The deterioration of Russia-West relations began long before Ukraine with NATO and EU expansion perceived by Russia as a threat to its interests. The EU’s European Neighborhood Policy and the Eastern Partnership gave rise to Moscow’s concern. The European security institutes, including the OSCE and Russia-NATO Council among others, failed to live up to expectations.
The regime in the Euro-Atlantic space has become less transparent and less predictable, than in the twentieth century. Europe faces a gradual erosion of the security instruments inherited from the Cold War and the international community’s inability to build a new system. There is a serious problem related to different understanding on the «rules of the road», given the competing interpretations of international law and agreed norms, and the nature of security and sovereignty as related to the Euro-Atlantic area.
The West lacks interest in earlier Russian proposals to modernize institutions such as the OSCE, or even create new mechanisms such as the European Security Treaty. In November 2009 Russia proposed a new European Security Treaty (EST) to recast Europe’s security architecture. It proposed respect for members’ territorial integrity, conflict prevention, and the inadmissibility of the use and threat of force. The initiative was largely ignored by the West.

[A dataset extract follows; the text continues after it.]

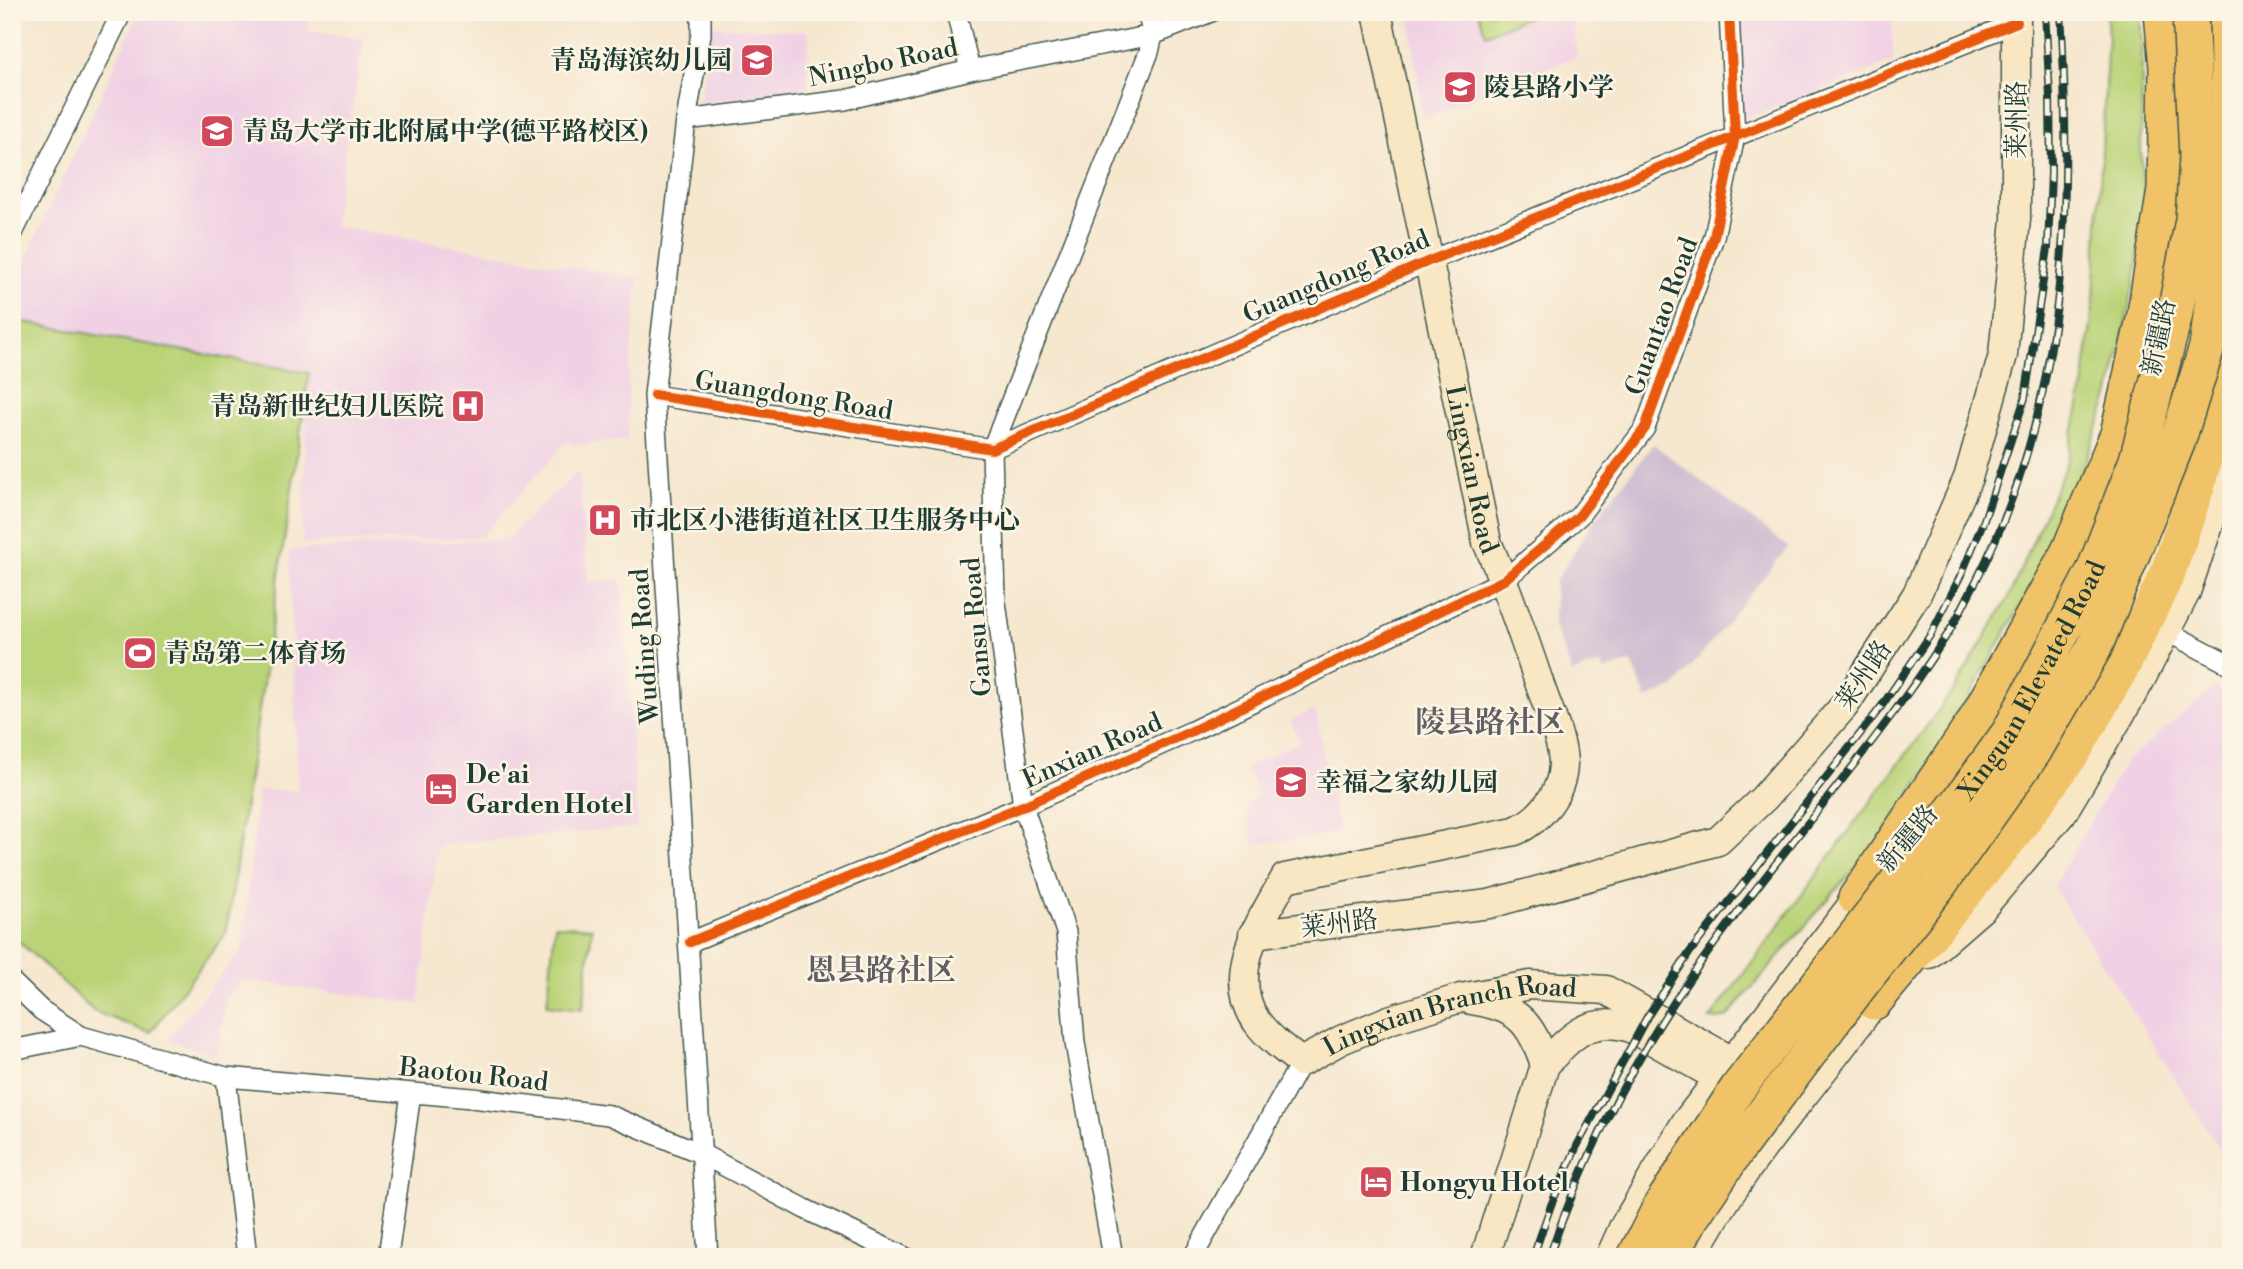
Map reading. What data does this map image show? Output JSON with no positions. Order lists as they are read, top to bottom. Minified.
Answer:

In March Moscow announced its withdrawal from the Conventional Armed Forces in Europe (CFE) Treaty stating that the agreement had become pointless from political and practical points of view, especially in view of NATO build-up near the Russian borders, including the deployment of American armor units the Baltics and East Europe. The move is perceived in Russia as a provocation on the part of the U.S. The deployment of US hardware cannot be regarded as anything but a violation of at least the spirit of the agreement, if not its letter. The Baltic States, which joined NATO in 2004, were not covered either by the initial agreement, signed in 1990 or the updated version, written in 1999, but it was assumed that the agreement would eventually apply to them.
When Russia ratified the adapted CFE Treaty, the agreement’s weapons limit for NATO was three times that established for the Russian army. However, NATO required the withdrawal of Russian troops from Georgia, Abkhazia, South Ossetia and Transdniestria as a condition for the ratification.

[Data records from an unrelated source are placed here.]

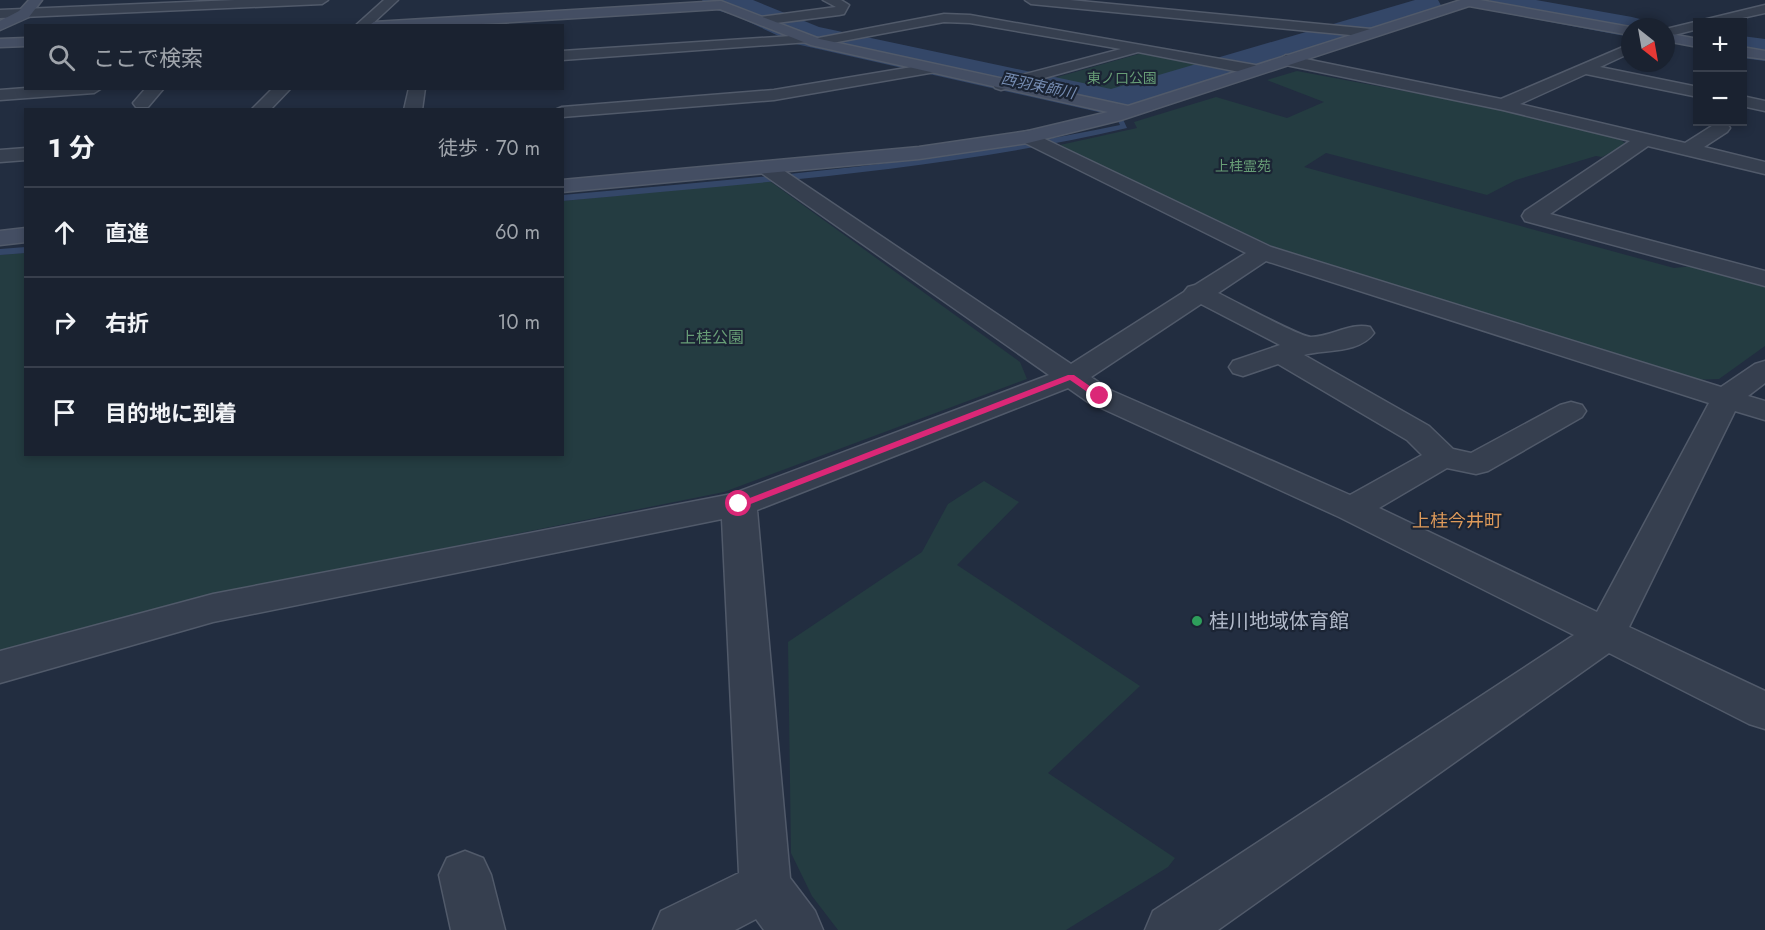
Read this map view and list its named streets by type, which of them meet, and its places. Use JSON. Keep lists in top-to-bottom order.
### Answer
{
  "districts": ["上桂今井町"],
  "water": ["西羽束師川"],
  "parks": ["東ノ口公園", "上桂霊苑", "上桂公園"],
  "places": ["桂川地域体育館"],
  "north": "bottom right",
  "page": {
    "map_buttons": ["+", "−"],
    "search": "ここで検索",
    "heading": ["1 分", "徒歩 · 70 m"],
    "list": [
      ["直進", "60 m"],
      ["右折", "10 m"],
      "目的地に到着"
    ]
  }
}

NATO delayed the ratification process. Although Russia had withdrawn almost all its troops, there remained some insignificant contingents and objects. The alliance sought to pursue its line. This policy implemented by NATO actually finished off conventional arms control in Europe.
World politics in the twenty-first century do not boil down to institutions. With the wisdom of sanctions, strengthening NATO renaissance questioned, a tight network of international regimes around specific issues avoiding linkages between issues would be a wise thing to do. After all, the US and Russia hold a dialogue on Syria to keep away the threat of incidents. It serves the purpose. The regimes could include joint measures against terrorism, prevention of nuclear and missile proliferation, cybersecurity, managing migration, the future of energy and the environmental situation in Eurasia, countering drug trafficking and transnational crime - the list can go on.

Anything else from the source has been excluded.